En el tratado Del contrato social (1762) Jean-Jacques Rousseau deslinda tempranamente la condición de libertad natural a la que es arrojado el individuo tras su nacimiento[4]: “El hombre ha nacido libre, y por doquiera está encadenado. Hay quien se cree amo de los demás, cuando no deja de ser más esclavo que ellos” (Rousseau 32). No obstante, y dado que el hombre no vive aislado, debe suscribirse a vivir en una comunidad que intentará revertir las condiciones de vida del hombre en su estado natural, pues “el orden social es un derecho sagrado, que sirve de base a todos los demás. Sin embargo, tal derecho no viene de la naturaleza: está pues, basado en las convenciones” (33). Son estas convenciones las que marcarán el tránsito del hombre desde un estadio al otro, vale decir, desde un estado natural a un estado civil: “Este paso del estado de naturaleza al estado civil produce en el hombre un cambio muy notable, sustituyendo en su conducta el instinto por la justicia, y dando a sus acciones la moralidad que les faltaba antes” (52). De lo que se trataría en este tránsito, y parafraseando a Rousseau, es de perfeccionar la condición humana del sujeto, pues sólo el estado civil puede otorgarle una contextura moral e intelectual de la que carecería si no se suscribe al contrato social, el del hombre con el Estado:

Aunque en ese estado [el natural] se prive [al hombre] de muchas ventajas que tiene de la naturaleza, gana otras tan grandes, sus facultades se ejercitan al desarrollarse, sus ideas se amplían, sus sentimientos se ennoblecen, su alma toda entera se eleva a tal punto, que si los abusos de esta nueva condición no le degradaran con frecuencia por debajo de aquella de la que ha salido, debería bendecir continuamente el instante dichoso que le arrancó de ella para siempre y que hizo de un animal estúpido y limitado un ser inteligente y un hombre (…). 
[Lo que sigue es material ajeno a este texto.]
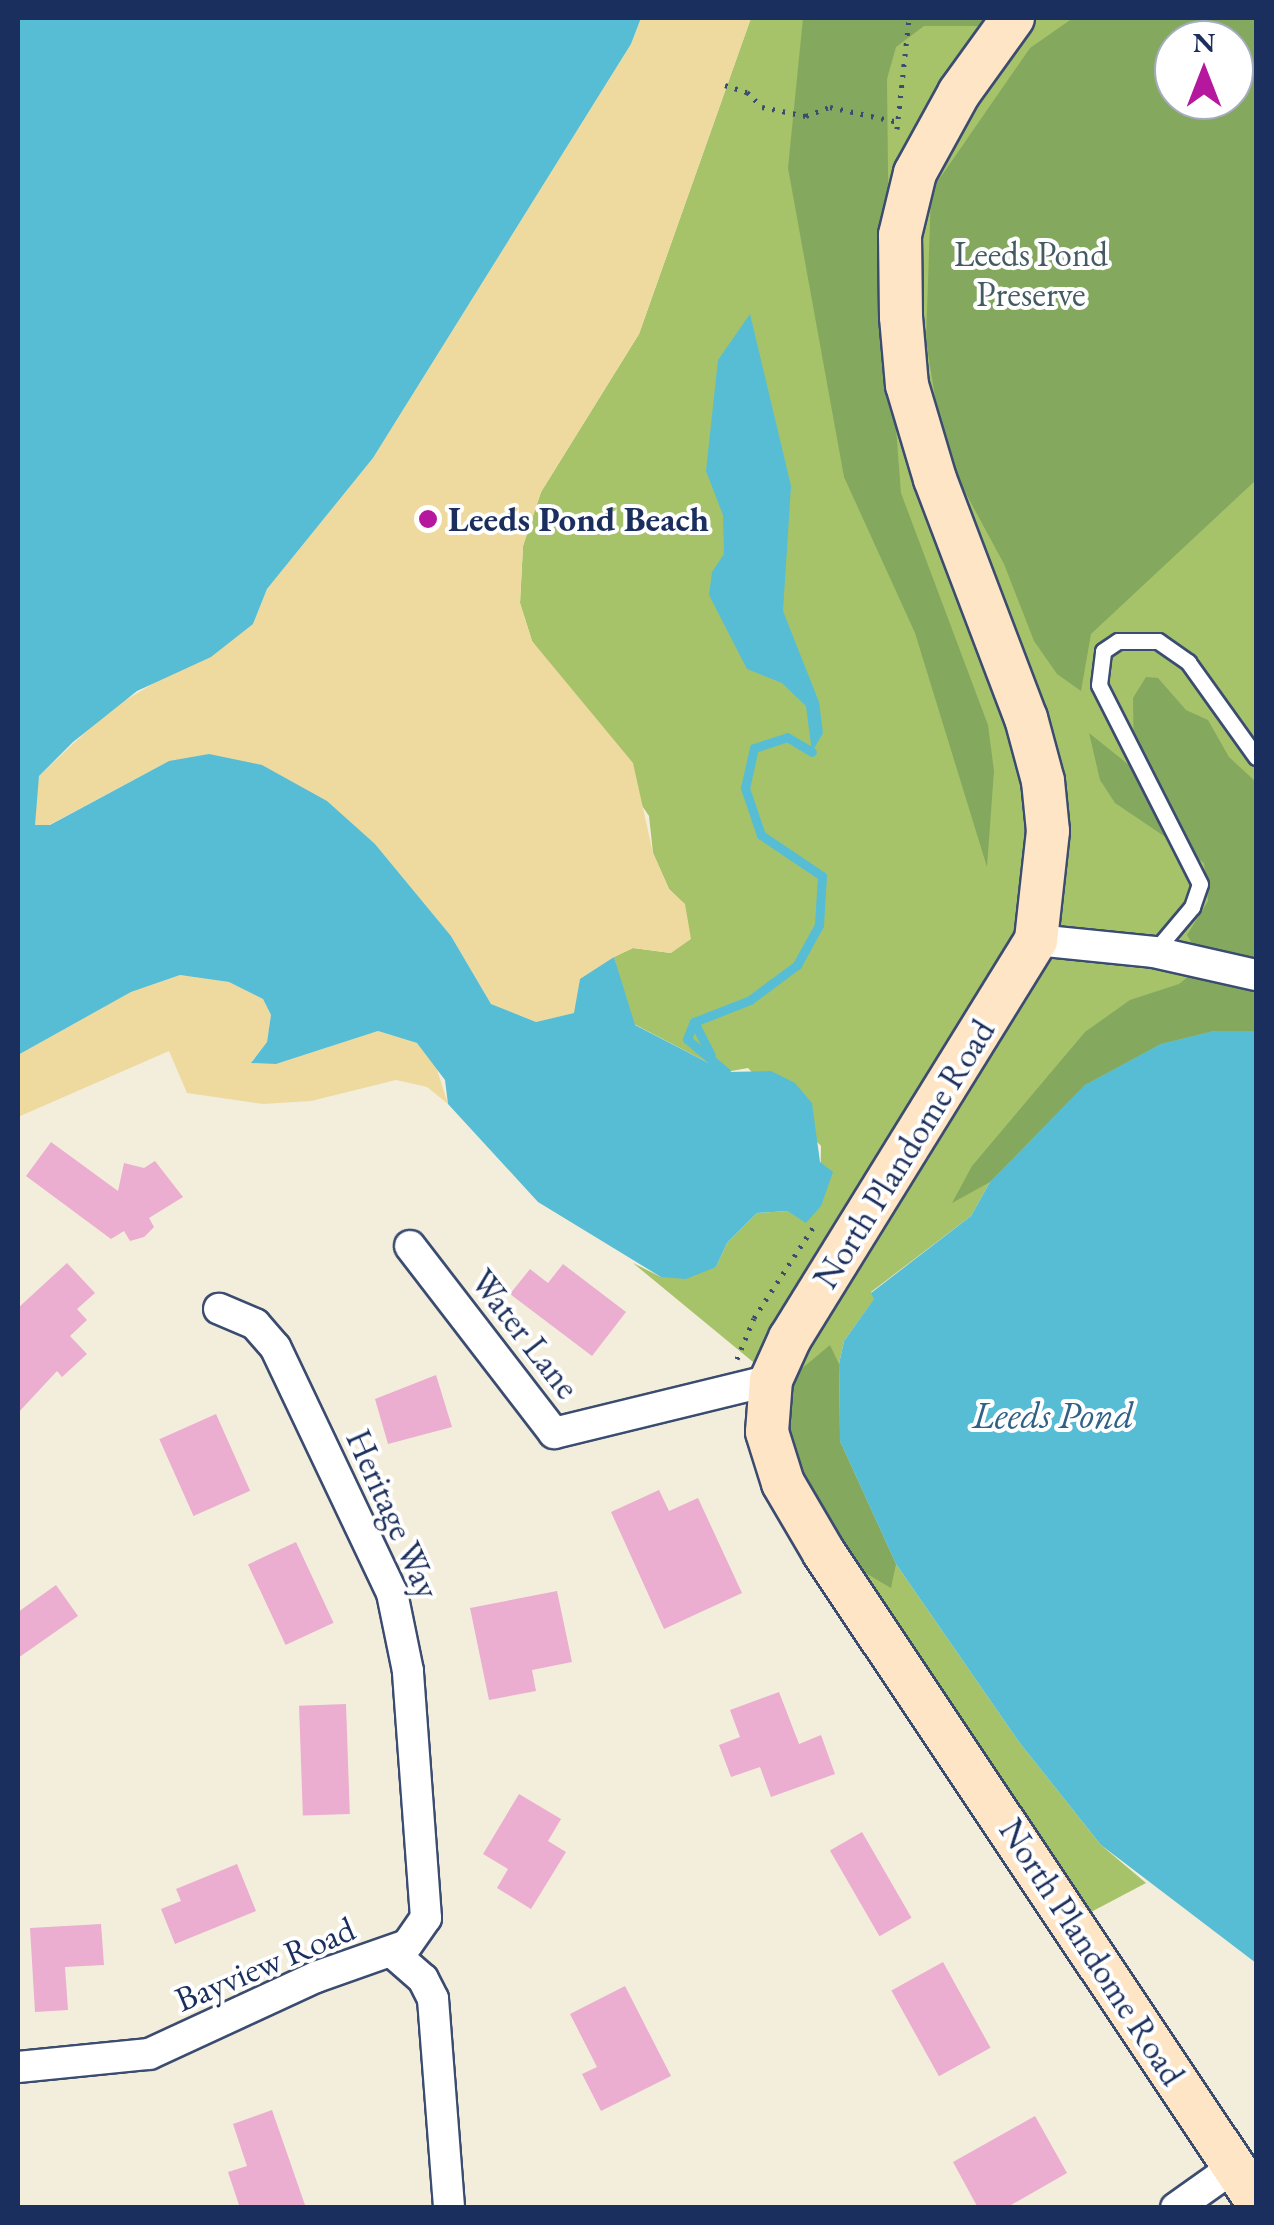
<!DOCTYPE html>
<style>
body{margin:0}
#map{position:relative;width:1274px;height:2225px;overflow:hidden;background:#f3eedc;font-family:"EB Garamond",serif}
div>[style]{position:absolute}
.green>*{inset:0;background:#a6c36a}
.forest>*{inset:0;background:#84a95e}
.sand>*{inset:0;background:#eeda9e}
.water>*{inset:0;background:#56bdd4}
.stream>*{height:9px;margin:-4.5px;padding:0 4.5px;transform-origin:4.5px;border-radius:4.5px;background:#56bdd4}
.building>*{inset:0;background:#ebadd0;transform-origin:0 0}
.path>*{height:5px;margin-top:-2.5px;transform-origin:0;background:repeating-linear-gradient(90deg,#3b4c71 0 2.5px,transparent 0 10.5px)}
.roads{filter:drop-shadow(2px 0 #3b4c71) drop-shadow(-2px 0 #3b4c71) drop-shadow(0 2px #3b4c71) drop-shadow(0 -2px #3b4c71)}
.lane>*{height:15px;margin:-7.5px;padding:0 7.5px;transform-origin:7.5px;border-radius:7.5px;background:#fff}
.street>*{height:30px;margin:-15px;padding:0 15px;transform-origin:15px;border-radius:15px;background:#fff}
.secondary>*{height:42px;margin:-21px;padding:0 21px;transform-origin:21px;border-radius:21px;background:#fee5c5}
.dots>*{width:28px;height:28px;translate:-50% -50%;box-sizing:border-box;border:5px solid #fff;border-radius:50%}
span{translate:-50% -50%;white-space:nowrap;text-align:center;line-height:1.15;-webkit-text-stroke:8px #fff;paint-order:stroke}
.park-label{font-size:35px;color:#455b62}
.poi-label{font-size:35px;color:#1b2f5e;font-weight:700}
.left{translate:0 -50%;text-align:left}
.street-label{font-size:35px;color:#1b2f5e}
.water-label{font-size:38px;color:#306187;font-style:italic}
.frame{position:absolute;inset:0;border:20px solid #1b2f5e;pointer-events:none}
.north{position:absolute;left:1154px;top:20px;width:100px;height:100px;box-sizing:border-box;background:#fff;border:2px solid #a4acbf;border-radius:50%;rotate:0deg;font-size:28px;font-weight:700;line-height:40px;text-align:center;color:#1b2f5e}
.north::after{content:'';display:block;margin:auto;width:35px;height:45px;background:#b5179e;clip-path:polygon(50% 0,100% 100%,50% 72%,0 100%)}
</style>
<div id="map">
<div class="green">
<i style="clip-path:polygon(evenodd,751px 18px,1256px 18px,1256px 1031px,1214px 1031px,990px 1182px,971px 1216px,871px 1292px,875px 1298px,844px 1341px,839px 1364px,840px 1441px,896px 1564px,1019px 1742px,1101px 1845px,1146px 1883px,1074px 1921px,824px 1553px,770px 1376px,633px 1263px,661px 1277px,716px 1267px,727px 1243px,757px 1213px,787px 1211px,806px 1222px,820px 1206px,821px 1146px,748px 1068px,726px 1072px,630px 1022px,614px 957px,633px 948px,671px 953px,685px 905px,669px 889px,653px 853px,649px 816px,532px 641px,520px 603px,523px 546px,541px 492px,639px 334px,751px 18px,1174px 40px,1234px 40px,1234px 100px,1174px 100px,1174px 40px)"></i>
</div>
<div class="forest">
<i style="clip-path:polygon(803px 18px,998px 18px,984px 26px,924px 26px,896px 47px,887px 79px,890px 348px,901px 493px,988px 725px,994px 771px,987px 867px,915px 633px,844px 477px,788px 168px)"></i>
<i style="clip-path:polygon(evenodd,1073px 18px,1256px 18px,1256px 480px,1091px 634px,1081px 691px,1057px 674px,1034px 641px,1004px 564px,944px 453px,926px 341px,931px 191px,1030px 48px,1073px 18px,1174px 40px,1234px 40px,1234px 100px,1174px 100px,1174px 40px)"></i>
<i style="clip-path:polygon(1146px 677px,1158px 678px,1186px 710px,1208px 720px,1229px 757px,1256px 782px,1256px 1031px,1214px 1031px,1161px 1044px,1085px 1085px,990px 1182px,952px 1203px,972px 1166px,1085px 1032px,1130px 1000px,1179px 984px,1204px 964px,1187px 935px,1208px 901px,1204px 863px,1115px 803px,1100px 780px,1089px 733px,1134px 769px,1133px 698px)"></i>
<i style="clip-path:polygon(830px 1345px,839px 1364px,840px 1441px,896px 1564px,891px 1588px,857px 1568px,790px 1463px,788px 1399px,800px 1370px)"></i>
</div>
<div class="sand">
<i style="clip-path:polygon(641px 18px,751px 18px,639px 334px,541px 492px,523px 546px,520px 603px,532px 641px,633px 763px,653px 853px,669px 889px,685px 904px,691px 939px,671px 953px,633px 948px,614px 957px,580px 980px,575px 1013px,536px 1022px,491px 1004px,451px 936px,375px 844px,169px 761px,49px 825px,35px 825px,33px 803px,39px 776px,109px 710px,253px 624px,267px 589px,373px 458px,631px 44px)"></i>
<i style="clip-path:polygon(180px 975px,229px 982px,263px 999px,271px 1015px,267px 1042px,252px 1061px,276px 1064px,378px 1031px,417px 1043px,433px 1057px,448px 1104px,427px 1087px,396px 1080px,311px 1101px,263px 1104px,187px 1093px,169px 1051px,18px 1117px,18px 1055px,131px 992px)"></i>
</div>
<div class="water">
<i style="clip-path:polygon(18px 18px,641px 18px,631px 44px,373px 458px,267px 589px,253px 624px,211px 657px,137px 691px,73px 742px,39px 776px,35px 825px,50px 825px,169px 761px,209px 754px,262px 765px,327px 801px,375px 844px,451px 936px,491px 1004px,536px 1022px,574px 1013px,580px 979px,614px 957px,635px 1025px,726px 1072px,771px 1071px,795px 1083px,812px 1103px,820px 1162px,833px 1172px,821px 1206px,806px 1223px,787px 1211px,757px 1213px,727px 1243px,716px 1267px,686px 1279px,661px 1277px,538px 1202px,448px 1104px,445px 1080px,417px 1043px,378px 1031px,276px 1064px,251px 1063px,267px 1042px,271px 1015px,263px 999px,229px 982px,180px 975px,131px 992px,18px 1055px)"></i>
<i style="clip-path:polygon(750px 314px,791px 486px,783px 611px,819px 702px,823px 733px,812px 752px,806px 706px,782px 683px,747px 669px,709px 595px,712px 572px,724px 554px,723px 515px,706px 471px,718px 360px)"></i>
<i style="clip-path:polygon(1214px 1031px,1256px 1031px,1256px 1963px,1101px 1845px,1019px 1742px,896px 1564px,840px 1441px,839px 1364px,844px 1341px,874px 1299px,871px 1293px,971px 1216px,990px 1182px,1085px 1085px,1161px 1044px)"></i>
</div>
<div class="stream">
<i style="left:694px;top:1022px;width:37px;rotate:63deg"></i>
<i style="left:726px;top:1072px;width:51px;rotate:-139.8deg"></i>
<i style="left:687px;top:1039px;width:18px;rotate:-68deg"></i>
<i style="left:694px;top:1022px;width:60px;rotate:-21.4deg"></i>
<i style="left:750px;top:1000px;width:59px;rotate:-36.7deg"></i>
<i style="left:797px;top:965px;width:46px;rotate:-61.2deg"></i>
<i style="left:819px;top:925px;width:49px;rotate:-86.5deg"></i>
<i style="left:822px;top:876px;width:73px;rotate:-146.1deg"></i>
<i style="left:761px;top:835px;width:50px;rotate:-108.8deg"></i>
<i style="left:745px;top:788px;width:41px;rotate:-77.3deg"></i>
<i style="left:754px;top:748px;width:35px;rotate:-18deg"></i>
<i style="left:787px;top:737px;width:29px;rotate:31deg"></i>
</div>
<div class="building">
<i style="clip-path:polygon(51px 1142px,118px 1191px,124px 1163px,144px 1168px,155px 1161px,183px 1197px,149px 1218px,154px 1227px,144px 1237px,130px 1241px,124px 1231px,111px 1239px,26px 1176px)"></i>
<i style="clip-path:polygon(67px 1263px,95px 1293px,77px 1309px,87px 1320px,70px 1336px,87px 1354px,62px 1377px,57px 1371px,18px 1413px,18px 1308px)"></i>
<i style="clip-path:polygon(563px 1264px,626px 1312px,592px 1356px,510px 1294px,530px 1269px,548px 1283px)"></i>
<i style="clip-path:polygon(436px 1375px,452px 1427px,388px 1444px,375px 1399px)"></i>
<i style="left:216px;top:1414px;width:84px;height:62px;rotate:66deg"></i>
<i style="clip-path:polygon(659px 1490px,669px 1511px,698px 1498px,742px 1593px,664px 1629px,611px 1512px)"></i>
<i style="left:296px;top:1542px;width:89px;height:53px;rotate:65deg"></i>
<i style="clip-path:polygon(56px 1585px,78px 1616px,18px 1658px,18px 1612px)"></i>
<i style="clip-path:polygon(557px 1591px,572px 1662px,532px 1670px,536px 1691px,489px 1700px,470px 1608px)"></i>
<i style="clip-path:polygon(779px 1692px,799px 1744px,821px 1735px,835px 1774px,771px 1797px,760px 1767px,731px 1777px,719px 1745px,740px 1737px,730px 1710px)"></i>
<i style="left:346px;top:1704px;width:110px;height:47px;rotate:88deg"></i>
<i style="clip-path:polygon(519px 1794px,561px 1819px,548px 1841px,566px 1852px,531px 1909px,497px 1888px,508px 1869px,483px 1854px)"></i>
<i style="left:862px;top:1832px;width:99px;height:37px;rotate:60deg"></i>
<i style="clip-path:polygon(237px 1864px,256px 1911px,175px 1944px,161px 1909px,181px 1901px,176px 1889px)"></i>
<i style="clip-path:polygon(101px 1924px,104px 1965px,65px 1967px,68px 2010px,35px 2012px,30px 1928px)"></i>
<i style="left:943px;top:1962px;width:98px;height:59px;rotate:61deg"></i>
<i style="clip-path:polygon(625px 1986px,671px 2076px,601px 2111px,582px 2074px,597px 2067px,570px 2014px)"></i>
<i style="clip-path:polygon(272px 2110px,306px 2208px,240px 2208px,228px 2172px,247px 2166px,233px 2124px)"></i>
<i style="clip-path:polygon(1035px 2116px,1067px 2173px,1006px 2208px,978px 2208px,953px 2162px)"></i>
</div>
<div class="path">
<i style="left:725px;top:85px;width:23px;rotate:18deg"></i>
<i style="left:747px;top:92px;width:21px;rotate:45deg"></i>
<i style="left:762px;top:107px;width:45px;rotate:11.6deg"></i>
<i style="left:806px;top:116px;width:26px;rotate:-21deg"></i>
<i style="left:830px;top:107px;width:70px;rotate:12.4deg"></i>
<i style="left:897px;top:129px;width:112px;rotate:-83.8deg"></i>
<i style="left:737px;top:1359px;width:44px;rotate:-67.5deg"></i>
<i style="left:754px;top:1318px;width:110px;rotate:-56.9deg"></i>
</div>
<div class="roads">
<div class="lane">
<i style="left:1154px;top:952px;width:59px;rotate:-49.8deg"></i>
<i style="left:1192px;top:907px;width:24px;rotate:-71deg"></i>
<i style="left:1200px;top:884px;width:223px;rotate:-116.9deg"></i>
<i style="left:1099px;top:685px;width:34px;rotate:-83deg"></i>
<i style="left:1103px;top:651px;width:18px;rotate:-34deg"></i>
<i style="left:1118px;top:641px;width:40px"></i>
<i style="left:1158px;top:641px;width:37px;rotate:35deg"></i>
<i style="left:1188px;top:662px;width:117px;rotate:54.4deg"></i>
</div>
<div class="street">
<i style="left:1036px;top:940px;width:119px;rotate:5.8deg"></i>
<i style="left:1154px;top:952px;width:105px;rotate:12.7deg"></i>
<i style="left:410px;top:1246px;width:236px;rotate:52.4deg"></i>
<i style="left:554px;top:1433px;width:223px;rotate:-13.7deg"></i>
<i style="left:392px;top:1952px;width:41px;rotate:41.1deg"></i>
<i style="left:423px;top:1979px;width:22px;rotate:63deg"></i>
<i style="left:433px;top:1999px;width:210px;rotate:85.6deg"></i>
<i style="left:18px;top:2067px;width:132px;rotate:-5.7deg"></i>
<i style="left:149px;top:2054px;width:184px;rotate:-24.8deg"></i>
<i style="left:316px;top:1977px;width:96px;rotate:-19.4deg"></i>
<i style="left:407px;top:1945px;width:33px;rotate:-55deg"></i>
<i style="left:426px;top:1918px;width:248px;rotate:-94.2deg"></i>
<i style="left:408px;top:1671px;width:80px;rotate:-101.6deg"></i>
<i style="left:392px;top:1593px;width:272px;rotate:-115.4deg"></i>
<i style="left:275px;top:1347px;width:30px;rotate:-131deg"></i>
<i style="left:255px;top:1324px;width:39px;rotate:-157deg"></i>
<i style="left:1176px;top:2208px;width:71px;rotate:-35.3deg"></i>
</div>
<div class="secondary">
<i style="left:1013px;top:18px;width:92px;rotate:125.8deg"></i>
<i style="left:959px;top:93px;width:91px;rotate:118.8deg"></i>
<i style="left:915px;top:173px;width:64px;rotate:103.6deg"></i>
<i style="left:900px;top:235px;width:82px;rotate:89.3deg"></i>
<i style="left:901px;top:317px;width:68px;rotate:85deg"></i>
<i style="left:907px;top:385px;width:98px;rotate:73.4deg"></i>
<i style="left:935px;top:479px;width:256px;rotate:69.2deg"></i>
<i style="left:1026px;top:718px;width:65px;rotate:74.9deg"></i>
<i style="left:1043px;top:781px;width:50px;rotate:84.3deg"></i>
<i style="left:1048px;top:831px;width:110px;rotate:96.3deg"></i>
<i style="left:1036px;top:940px;width:468px;rotate:121.7deg"></i>
<i style="left:790px;top:1338px;width:46px;rotate:114.3deg"></i>
<i style="left:771px;top:1380px;width:52px;rotate:94.4deg"></i>
<i style="left:767px;top:1432px;width:53px;rotate:72.6deg"></i>
<i style="left:783px;top:1483px;width:81px;rotate:59.6deg"></i>
<i style="left:824px;top:1553px;width:778px;rotate:56.27deg"></i>
</div>
</div>
<div class="dots">
<i style="left:428px;top:519px;background:#b5179e"></i>
</div>
<div class="park-label">
<span style="left:1031px;top:274px">Leeds Pond<br>Preserve</span>
</div>
<div class="poi-label">
<span class="left" style="left:448px;top:519px">Leeds Pond Beach</span>
</div>
<div class="street-label">
<span style="left:904px;top:1154px;rotate:-58deg">North Plandome Road</span>
<span style="left:525px;top:1334px;rotate:52deg">Water Lane</span>
<span style="left:393px;top:1514px;rotate:66deg">Heritage Way</span>
<span style="left:1092px;top:1952px;rotate:57deg">North Plandome Road</span>
<span style="left:265px;top:1964px;rotate:-23deg">Bayview Road</span>
</div>
<div class="water-label">
<span style="left:1053px;top:1415px">Leeds Pond</span>
</div>
<div class="frame"></div>
<div class="north">N</div>
</div>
Lo que pierde el hombre por el contrato social es su libertad natural y un derecho ilimitado a todo cuanto le tienta y que puede alcanzar; lo que gana es la libertad civil y la propiedad de cuanto posee. Para no engañarnos en estas compensaciones, hay que distinguir bien la libertad natural, que no tiene por límites más que las fuerzas del individuo, de la libertad civil, que está limitada por la voluntad general, y la posesión, que no es más que el efecto de la fuerza o el derecho del primer ocupante, de la propiedad, que no puede fundarse sino sobre un título posesivo.

Según lo precedente, podría añadirse a la adquisición del estado civil la libertad moral, la única que hace al hombre auténticamente dueño de sí (52-53).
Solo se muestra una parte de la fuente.